Ukrainian officials and military analysts said Russian aviation had played an important role in the capture of Avdiivka, one that required Russian jets “to fly closer” to the front line to maximize the effect of the glide bombs. And that exposed them to the risk of being shot down by Ukraine’s air defenses.

In late December, the Ukrainian Army said it destroyed three Su-34 jets near the Russian-controlled eastern bank of the Dnipro River in the south, where Ukrainian troops have secured small positions. Then came the shootdowns in the east.

It remains unclear which air-defense systems Ukraine has deployed. But some army officials and analysts have hinted at the use of U.S.-made Patriot systems, America’s most advanced ground-based air defense system.

Tom Karako, the director of the Missile Defense Project at the Washington-based Center for Strategic and International Studies, said the Russian losses probably were the result of “some relationship between the Russian aircraft being put in harm’s way,” Ukraine’s intelligence gathering on the movements of Russian planes and the deployment of air-defense systems “to take them out.”

The Institute for the Study of War, a Washington-based think tank, said “Russian forces appeared to tolerate an increased rate of aviation losses in recent weeks in order to conduct glide bomb strikes in support of ongoing Russian offensive operations in eastern Ukraine.”

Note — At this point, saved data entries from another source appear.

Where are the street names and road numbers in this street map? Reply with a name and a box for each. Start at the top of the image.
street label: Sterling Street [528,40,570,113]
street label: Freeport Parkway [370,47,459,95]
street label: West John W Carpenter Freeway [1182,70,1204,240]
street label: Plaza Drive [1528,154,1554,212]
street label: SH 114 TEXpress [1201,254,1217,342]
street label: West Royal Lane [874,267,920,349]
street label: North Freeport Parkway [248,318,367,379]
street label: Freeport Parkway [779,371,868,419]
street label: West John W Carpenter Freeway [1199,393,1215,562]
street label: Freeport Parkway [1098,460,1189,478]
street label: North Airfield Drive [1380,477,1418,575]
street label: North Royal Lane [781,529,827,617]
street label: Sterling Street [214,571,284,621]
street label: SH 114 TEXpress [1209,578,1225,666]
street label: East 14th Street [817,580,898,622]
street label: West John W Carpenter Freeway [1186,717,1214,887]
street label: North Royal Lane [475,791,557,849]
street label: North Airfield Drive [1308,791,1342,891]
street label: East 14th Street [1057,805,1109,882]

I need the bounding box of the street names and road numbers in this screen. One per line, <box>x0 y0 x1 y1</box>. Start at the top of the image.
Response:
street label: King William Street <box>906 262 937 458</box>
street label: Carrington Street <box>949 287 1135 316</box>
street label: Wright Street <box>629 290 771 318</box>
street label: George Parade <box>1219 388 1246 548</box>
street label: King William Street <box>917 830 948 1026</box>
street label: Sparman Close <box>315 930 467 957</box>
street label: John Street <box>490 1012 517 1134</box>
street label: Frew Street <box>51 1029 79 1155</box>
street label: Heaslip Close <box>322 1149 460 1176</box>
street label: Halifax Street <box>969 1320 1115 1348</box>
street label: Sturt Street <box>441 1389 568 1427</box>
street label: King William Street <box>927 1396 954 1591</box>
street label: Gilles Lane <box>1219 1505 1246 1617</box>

One of Ukraine’s biggest successes in the air battle was the destruction last week of one of Russia’s A-50 radar planes — the second this year — which are critical in coordinating aerial bombardments of Ukrainian positions on the front. “Taking out their eyes, and taking out their targeting ability, that’s a pretty good win,” Mr. Karako said.

Britain’s military intelligence said Russia had seven other A-50s but that it had “highly likely grounded the fleet from flying” in support of its military operations to prevent further losses, thus reducing the “situational awareness provided to aircrews.”

The Ukrainian Air Force said Russian aviation activity in eastern Ukraine had significantly subsided by Saturday evening.

It is unclear to what extent Russia can sustain these losses in the long term. RUSI analysts said this month that Russian aircrew losses amounted to nearly 160 personnel, which they described as “a serious loss of capability.”

The Russian state news agency Tass said on Thursday that the state-owned defense conglomerate Rostec would resume production of the A-50 “since it is needed by the Russian armed forces.”

Mr. Hrabskyi, the retired colonel, likened Russia’s costly strategy in the air to its tactics on the ground, where it has sent wave after wave of troops in bloody assaults to capture cities, regardless of the human cost. “The Russians don’t care,” he said. “If they have an order, they will use all available capabilities, all available weapons systems to attack.”